Saturday, November 23, 2013


(This review originally appeared in The Phantom of the Movies’ VideoScope magazine.) 

IT’S ALIVE Music composed and conducted by Bernard Herrmann. 24 tracks, 49-mins, Film Score Monthly Vol. 15, No. 2 $19.95

Warner Bros., anticipating a horror trend on the heals of its The Exorcist (1973) rollout, took a hands-off approach with young director Larry Cohen’s It’s Alive (1974) which he also wrote and produced. Composer Bernard Herrmann’s (1911-1975) New York meeting with The Exorcist’s director, William Friedkin, went very poorly and Cohen became its beneficiary. He gave Herrmann complete control over the score; even promising him a title sequence that ran precisely 90-seconds when the composer requested that timing for the music he had in mind.

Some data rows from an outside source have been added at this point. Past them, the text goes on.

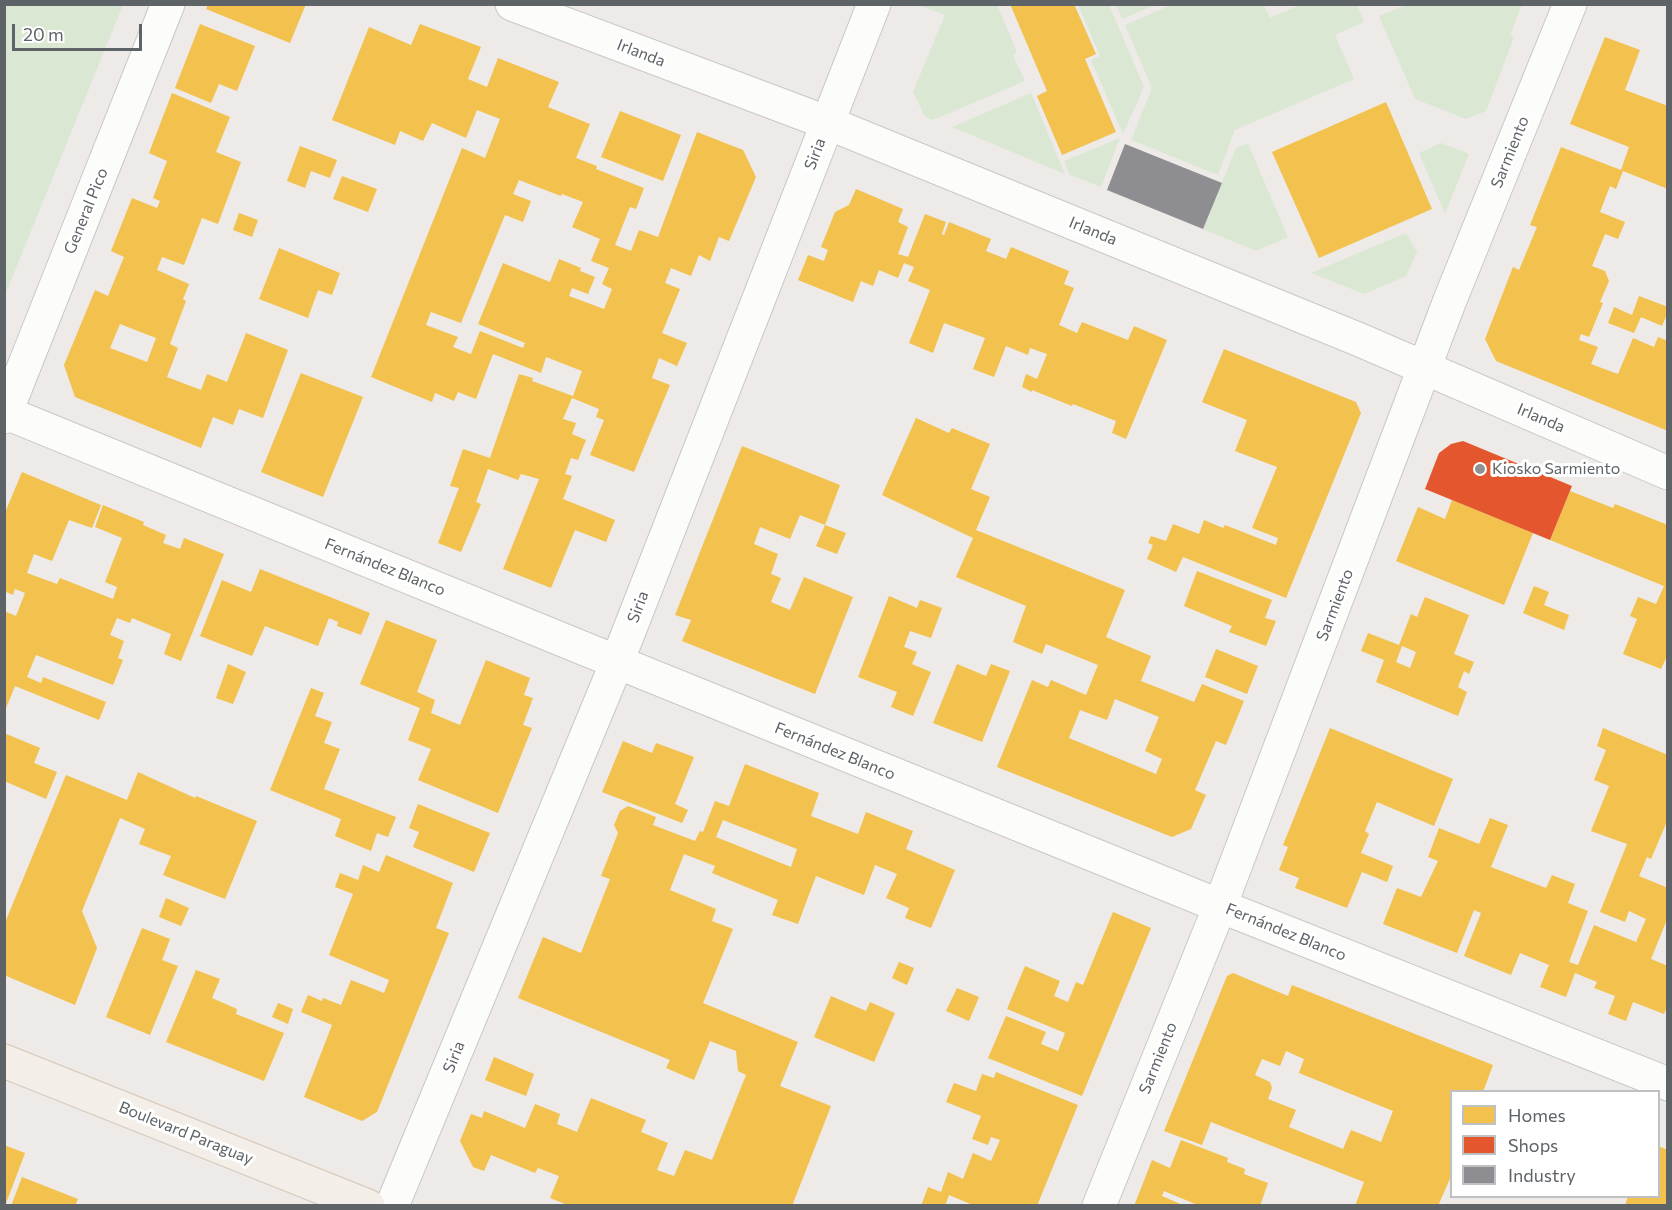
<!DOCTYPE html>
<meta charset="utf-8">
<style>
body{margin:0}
#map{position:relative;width:1672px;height:1210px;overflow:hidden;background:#edeae7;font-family:Commissioner,sans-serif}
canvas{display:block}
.frame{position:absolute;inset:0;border:6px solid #5d6366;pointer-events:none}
.legend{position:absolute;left:1450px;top:1090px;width:210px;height:108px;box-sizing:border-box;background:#fff;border:2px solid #bec1c2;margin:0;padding:8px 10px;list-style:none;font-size:18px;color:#5d6366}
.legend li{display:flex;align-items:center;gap:12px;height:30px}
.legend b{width:30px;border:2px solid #bec1c2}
.scale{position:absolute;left:12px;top:24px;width:130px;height:27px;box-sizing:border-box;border:3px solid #5d6366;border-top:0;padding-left:8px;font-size:18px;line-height:21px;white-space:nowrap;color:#5d6366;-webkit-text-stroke:4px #fff;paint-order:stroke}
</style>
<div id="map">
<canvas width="1672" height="1210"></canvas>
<div class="frame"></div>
<ul class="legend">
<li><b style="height:16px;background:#f2c14e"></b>Homes</li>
<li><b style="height:16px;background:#e4572e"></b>Shops</li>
<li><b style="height:16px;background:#8d8d92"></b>Industry</li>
</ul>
<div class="scale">20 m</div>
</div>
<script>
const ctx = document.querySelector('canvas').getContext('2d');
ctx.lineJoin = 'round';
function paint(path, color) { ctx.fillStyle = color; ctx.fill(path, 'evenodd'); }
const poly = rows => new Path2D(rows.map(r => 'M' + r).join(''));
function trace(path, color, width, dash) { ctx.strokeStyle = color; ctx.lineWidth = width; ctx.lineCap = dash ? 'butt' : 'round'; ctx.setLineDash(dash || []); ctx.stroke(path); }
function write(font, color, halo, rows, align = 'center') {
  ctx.font = font + ' Commissioner,sans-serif'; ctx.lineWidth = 6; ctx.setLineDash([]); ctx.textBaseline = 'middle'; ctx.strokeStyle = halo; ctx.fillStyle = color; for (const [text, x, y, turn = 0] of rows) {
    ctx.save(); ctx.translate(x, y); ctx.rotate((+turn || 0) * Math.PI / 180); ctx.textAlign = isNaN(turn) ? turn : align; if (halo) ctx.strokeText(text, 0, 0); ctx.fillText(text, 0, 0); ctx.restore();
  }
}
paint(poly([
 [5,4,123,5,5,295,4,5],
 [1173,4,1264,5,1270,18,1300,5,1357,5,1364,22,1335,35,1354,79,1235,130,1218,175,1131,140,1152,88,1125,25],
 [919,5,997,5,1017,52,1013,55,1025,81,933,120,925,117,913,92,945,15],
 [1078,5,1109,5,1144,87,1123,134,1091,60,1100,56],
 [1116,5,1155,5,1122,19],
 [1407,5,1522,5,1510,35,1514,37,1486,111,1466,119,1415,99,1379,16],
 [1031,93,1065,174,952,127],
 [1120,138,1101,187,1070,175,1064,161],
 [1441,143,1469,154,1445,214,1419,153],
 [1248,144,1288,237,1256,251,1203,229,1236,148],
 [1406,233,1417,252,1406,276,1364,294,1311,273]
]), '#dae8d3');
paint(poly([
 [208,4,306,4,290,43,206,9],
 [1010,4,1074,4,1096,54,1085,59,1116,132,1062,155,1037,96,1047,91],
 [200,24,255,46,237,91,219,84,211,103,175,88],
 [420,24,481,47,468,79,487,87,498,58,559,82,548,107,590,124,576,158,597,166,596,169,644,188,636,209,630,207,615,245,631,251,639,230,658,237,697,132,743,150,756,177,729,241,719,237,710,261,699,255,691,276,671,268,665,283,680,289,662,333,687,343,677,366,659,358,652,378,670,385,634,472,590,455,604,420,596,417,599,409,572,398,563,419,576,423,572,434,586,440,578,460,571,458,565,474,572,476,563,499,615,520,606,542,575,530,551,588,503,569,539,479,521,474,518,480,488,469,476,502,481,504,461,552,438,543,459,488,450,486,463,449,490,458,519,374,533,378,532,381,573,396,582,371,546,357,541,373,493,354,476,399,458,392,454,401,435,393,432,402,371,377,462,148,485,158,500,119,477,110,466,138,432,123,423,141,400,131,395,145,332,120,369,27,411,45],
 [519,180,561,196,562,194,583,202,572,227,600,239,591,261,609,268,602,284,612,289,604,309,569,296,572,288,588,294,595,277,580,271,581,268,559,259,550,282,503,263,478,324,525,343,523,348,480,331,471,354,453,347,458,337,426,325,431,312,461,323,505,215,523,222,531,201,513,194],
 [1605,37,1640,50,1625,90,1668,106,1668,189,1623,171,1616,189,1610,186,1600,212,1625,222,1618,239,1605,234,1592,266,1605,271,1609,281,1600,302,1603,303,1589,337,1581,334,1579,340,1598,347,1591,364,1618,374,1633,338,1654,347,1658,337,1668,341,1668,431,1496,361,1485,339,1513,267,1519,270,1537,227,1530,225,1561,147,1621,170,1629,147,1570,124],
 [172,93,230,117,216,152,241,162,218,224,202,218,184,265,162,257,157,270,189,284,183,299,186,301,170,344,178,348,167,377,201,390,207,374,227,382,246,333,288,350,263,418,239,409,233,425,213,417,201,448,75,397,64,365,95,290,108,296,124,257,111,251,132,198,157,208,160,201,153,198,167,161,149,153],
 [120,324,156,338,147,362,110,348],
 [1386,102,1432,209,1319,258,1272,152],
 [620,111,681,135,663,181,601,157],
 [300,146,337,160,330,178,311,171,305,188,287,181],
 [342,176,377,189,368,212,333,199],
 [856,189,903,209,898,222,908,227,898,254,908,257,925,214,946,222,942,234,944,235,949,222,991,239,986,251,1006,259,1011,247,1069,271,1064,284,1074,288,1059,325,1077,333,1082,322,1128,340,1134,326,1167,340,1126,439,1112,433,1116,421,1073,404,1072,406,1032,390,1032,392,1022,387,1026,374,1037,379,1047,354,1030,348,1028,355,1006,346,994,377,973,369,985,338,944,323,933,353,909,343,930,290,908,281,914,267,904,263,898,278,879,270,873,286,861,281,853,302,798,280,808,255,824,261,828,250,821,247,835,212,849,205],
 [239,213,258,220,252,237,233,230],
 [279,248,340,273,332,295,318,290,308,318,259,299],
 [1639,296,1668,307,1668,312,1662,326,1641,317,1634,333,1608,323,1614,307,1632,315],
 [1224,349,1356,402,1361,413,1286,598,1183,557,1176,572,1147,559,1153,545,1148,543,1151,536,1166,541,1173,524,1199,534,1204,520,1223,528,1225,525,1276,545,1278,538,1252,528,1277,467,1235,451,1247,420,1202,402],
 [301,373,363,397,323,497,261,472],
 [916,418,949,433,952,428,990,444,971,489,990,497,976,530,1125,590,1106,637,1151,656,1141,681,1194,702,1202,684,1244,701,1226,745,1216,741,1195,790,1206,795,1191,829,1172,837,997,767,1032,680,1048,687,1051,680,1086,695,1098,665,1046,644,1042,654,1013,642,1026,606,956,577,973,538,882,495],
 [1115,699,1159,717,1145,751,1162,759,1156,774,1069,738,1080,710,1107,720],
 [742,446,840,485,825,525,800,515,790,539,760,527,754,544,778,554,771,574,781,578,771,602,790,610,804,577,853,597,815,694,682,641,691,620,675,615],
 [22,472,101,505,92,528,69,520,52,561,34,554,27,573,57,584,60,578,113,599,117,587,105,582,122,538,95,527,103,505,144,522,143,525,166,535,163,543,180,549,184,538,224,554,181,661,164,654,171,634,132,618,130,623,117,618,110,635,124,641,118,658,123,660,113,685,36,655,27,677,41,683,43,677,106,702,99,720,15,686,4,713,4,611,16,616,25,593,15,589,13,595,4,591,4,515],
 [1570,491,1613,508,1615,504,1668,525,1668,654,1661,669,1623,654,1637,619,1630,616,1638,597,1656,604,1664,586,1550,540],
 [1452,500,1533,533,1504,605,1396,561,1418,507,1445,519],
 [825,525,846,533,837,554,816,546],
 [260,569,370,613,361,635,337,626,338,622,329,618,318,646,265,626,252,656,200,636,222,580,251,592],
 [1197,571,1272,600,1265,618,1276,621,1266,646,1229,632,1232,626,1184,606],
 [1534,586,1549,592,1544,605,1569,615,1564,630,1523,613],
 [889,596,917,608,920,600,942,608,931,638,910,631,904,647,917,652,912,664,931,672,913,716,891,707,897,692,858,677],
 [1425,597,1469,615,1454,654,1474,662,1469,674,1464,671,1458,687,1467,692,1458,716,1376,682,1384,660,1361,651,1368,633,1399,645,1411,614,1417,617],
 [1402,646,1416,652,1410,668,1396,662],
 [386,620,437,640,417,692,435,700,431,713,460,725,486,660,530,678,524,695,533,698,523,725,532,728,498,813,418,780,431,749,408,740,420,708,360,684],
 [1216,649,1258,666,1247,694,1205,677],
 [228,664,246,672,233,704,216,698],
 [957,664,986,676,991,664,1010,671,982,742,933,723],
 [311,688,324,693,315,716,332,722,324,743,340,749,324,789,396,817,388,837,377,833,371,851,335,836,341,819,270,790],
 [1330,728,1453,779,1434,826,1377,802,1365,831,1369,834,1361,853,1393,866,1387,882,1362,872,1347,908,1295,888,1299,878,1279,870,1288,847,1283,845],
 [1603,728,1668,755,1668,819,1651,859,1647,857,1639,876,1668,888,1668,917,1651,959,1668,966,1668,1005,1664,1014,1633,1002,1626,1021,1608,1014,1615,996,1594,988,1597,982,1575,973,1566,997,1540,987,1549,965,1520,953,1511,975,1464,956,1481,913,1474,910,1457,953,1383,924,1397,888,1421,897,1438,861,1428,857,1439,828,1479,844,1490,818,1508,825,1491,867,1546,888,1552,875,1575,884,1568,903,1588,911,1569,962,1578,965,1594,925,1636,942,1646,919,1629,911,1625,922,1600,912,1627,844,1591,831,1609,786,1594,780,1606,750,1597,746],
 [4,733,40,748,34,763,57,772,46,799,4,781],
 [623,741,652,753,656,743,694,757,675,804,688,810,682,823,602,792],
 [745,764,819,793,811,816,858,834,866,812,913,831,906,849,955,870,931,928,905,918,909,908,886,898,897,874,875,865,864,895,816,876,798,924,772,915,778,900,712,873,715,866,684,854,670,890,716,909,712,921,733,929,703,1003,798,1042,780,1086,831,1106,792,1206,570,1206,550,1198,559,1176,538,1168,535,1173,491,1155,484,1171,473,1167,460,1141,471,1114,482,1118,484,1111,525,1128,535,1104,560,1114,557,1124,577,1132,591,1098,646,1120,641,1132,668,1143,657,1170,674,1176,685,1150,712,1160,746,1075,738,1071,736,1051,710,1041,694,1080,666,1068,670,1060,518,998,543,937,581,953,610,879,601,876,618,833,614,825,620,811,628,806,656,817,653,825,695,841,700,831,703,832,715,801,729,806],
 [723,820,797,849,791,867,716,837],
 [138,772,195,798,196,796,257,821,225,899,163,875,171,856,139,844,145,829,120,818,82,911,97,948,75,1005,4,975,4,925,66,775,127,800],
 [418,804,490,833,474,872,413,847,419,832,409,828],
 [386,855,453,883,436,928,449,933,377,1112,362,1121,304,1097,332,1025,301,1012,308,995,322,1001,323,998,341,1005,351,980,384,993,389,980,329,955,353,894,335,887,340,873,358,880,363,865,379,872],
 [166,898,189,908,181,926,159,917],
 [1113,912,1151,928,1082,1096,988,1058,1006,1016,1046,1032,1041,1044,1058,1051,1065,1033,1007,1009,1025,966,1060,981,1054,996,1068,1002,1076,982,1083,985],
 [142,928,170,939,162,960,178,966,150,1035,106,1017],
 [899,962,914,968,907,985,892,978],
 [196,970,220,979,212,998,237,1009,236,1014,284,1033,264,1081,166,1042],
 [1233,973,1288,996,1292,985,1493,1065,1483,1092,1452,1092,1452,1174,1438,1206,1355,1206,1364,1182,1211,1122,1202,1145,1164,1131,1227,976],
 [1286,1051,1304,1059,1299,1073,1393,1111,1381,1142,1351,1130,1343,1149,1289,1127,1296,1110,1268,1099,1272,1088,1270,1082,1255,1075,1262,1059,1280,1066],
 [957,988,979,997,969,1021,946,1011],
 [831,996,866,1011,870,1002,895,1013,874,1062,814,1037],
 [278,1003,293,1009,288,1024,272,1017],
 [494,1057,534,1074,526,1096,485,1080],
 [996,1072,1078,1105,1037,1206,975,1206,949,1195,945,1206,921,1206,928,1187,941,1192,948,1172,963,1179,973,1153,991,1161,1000,1140,991,1137,988,1145,972,1139,981,1116,946,1102,954,1083,976,1091,982,1074,994,1078],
 [1181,1140,1228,1158,1227,1162,1245,1169,1244,1174,1268,1183,1260,1206,1200,1206,1164,1191,1162,1196,1185,1206,1134,1206,1152,1160,1170,1168],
 [4,1145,25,1153,5,1206,4,1206],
 [1658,1146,1668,1150,1668,1206,1625,1206,1628,1196,1658,1196,1660,1170,1658,1169],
 [22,1177,78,1199,75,1206,11,1206]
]), '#f2c14e');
paint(poly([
 [1463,441,1572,486,1550,540,1425,489,1439,453,1451,444]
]), '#e4572e');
paint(poly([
 [1125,144,1222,183,1203,229,1107,190]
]), '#8d8d92');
const minor = poly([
 [512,4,828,123,1360,340,1668,473],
 [4,412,617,662,1220,906,1668,1084],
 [4,417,168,4],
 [392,1206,617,662,874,4],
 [1099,1206,1220,906,1450,300,1570,4]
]);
const major = poly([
 [4,1061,368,1206]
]);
trace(minor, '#c7c8c7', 35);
trace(major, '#d5c5b6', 35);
trace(minor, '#fcfcfb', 33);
trace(major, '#f3eee8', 33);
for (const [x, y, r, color] of [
 [1480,469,6,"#8f9293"]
]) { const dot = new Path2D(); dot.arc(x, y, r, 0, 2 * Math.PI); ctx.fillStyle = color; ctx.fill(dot); trace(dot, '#fff', 2); }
write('16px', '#5d6366', '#fff', [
 ["Irlanda",641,53,21],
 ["Sarmiento",1510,152,-68],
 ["Siria",815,154,-69],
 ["General Pico",86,211,-68],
 ["Irlanda",1093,231,22],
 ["Irlanda",1541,418,23],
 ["Fernández Blanco",385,567,22],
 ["Sarmiento",1335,605,-69],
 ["Siria",638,607,-69],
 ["Fernández Blanco",835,751,22],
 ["Fernández Blanco",1286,932,22],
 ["Siria",454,1057,-68],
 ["Sarmiento",1158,1058,-68],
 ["Boulevard Paraguay",186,1133,22]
]);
write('16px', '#5d6366', '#fff', [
 ["Kiosko Sarmiento",1492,469]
], 'left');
</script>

The score was recorded in England utilizing a small orchestra of 34 pieces, an odd amalgam of instruments that included harps, trombones, an electric bass guitar, percussion and Moog synthesizer. And as only Herrmann could, the resulting music weaved, worried and walloped its way throughout Cohen’s modest shocker. Even those who are slightly familiar with his music will need only hear three or four notes to immediately recognize Herrmann. One of the minor drawbacks of movie composer familiarity is the mildly distracting mental referencing of bits, passages and orchestrations from previous works. Since It’s Alive was one of Herrmann’s last assignments it understandably contains countless stylistic references to a lifetime of film compositions. What is prevalent here, though, is the lack of any melodic treatments. The composer relies on a series of tight fragments, cinching and relaxing the tension that sometimes releases into a horrific blast. The gentler moments, too, are troubled with knarly Moog twists warning that there is something terribly wrong with the Davis’ baby. The aforementioned main title acts as an overture for the atonal direction, a musical foreboding of darkness and false light. According to Cohen, he filmed the main title visual (its content unknown to Herrmann) in his basement. It’s an overprinting of searching and gyrating flashlights amid a dark expanse. The music accompaniment is so perfectly suited it’s difficult to believe the two were independently created. The director would repurpose the music for his sequel, It Lives Again (1978), with Herrmann’s friend Laurie Johnson adapting and augmenting. The CD is a premiere release and was mastered from ¼” monaural session tapes housed at Warner Bros. as no stereo sources are known to exist. Its ample 16-page booklet is highlighted by a treatise on both film and score by Jeff Bond and Frank K. DeWald.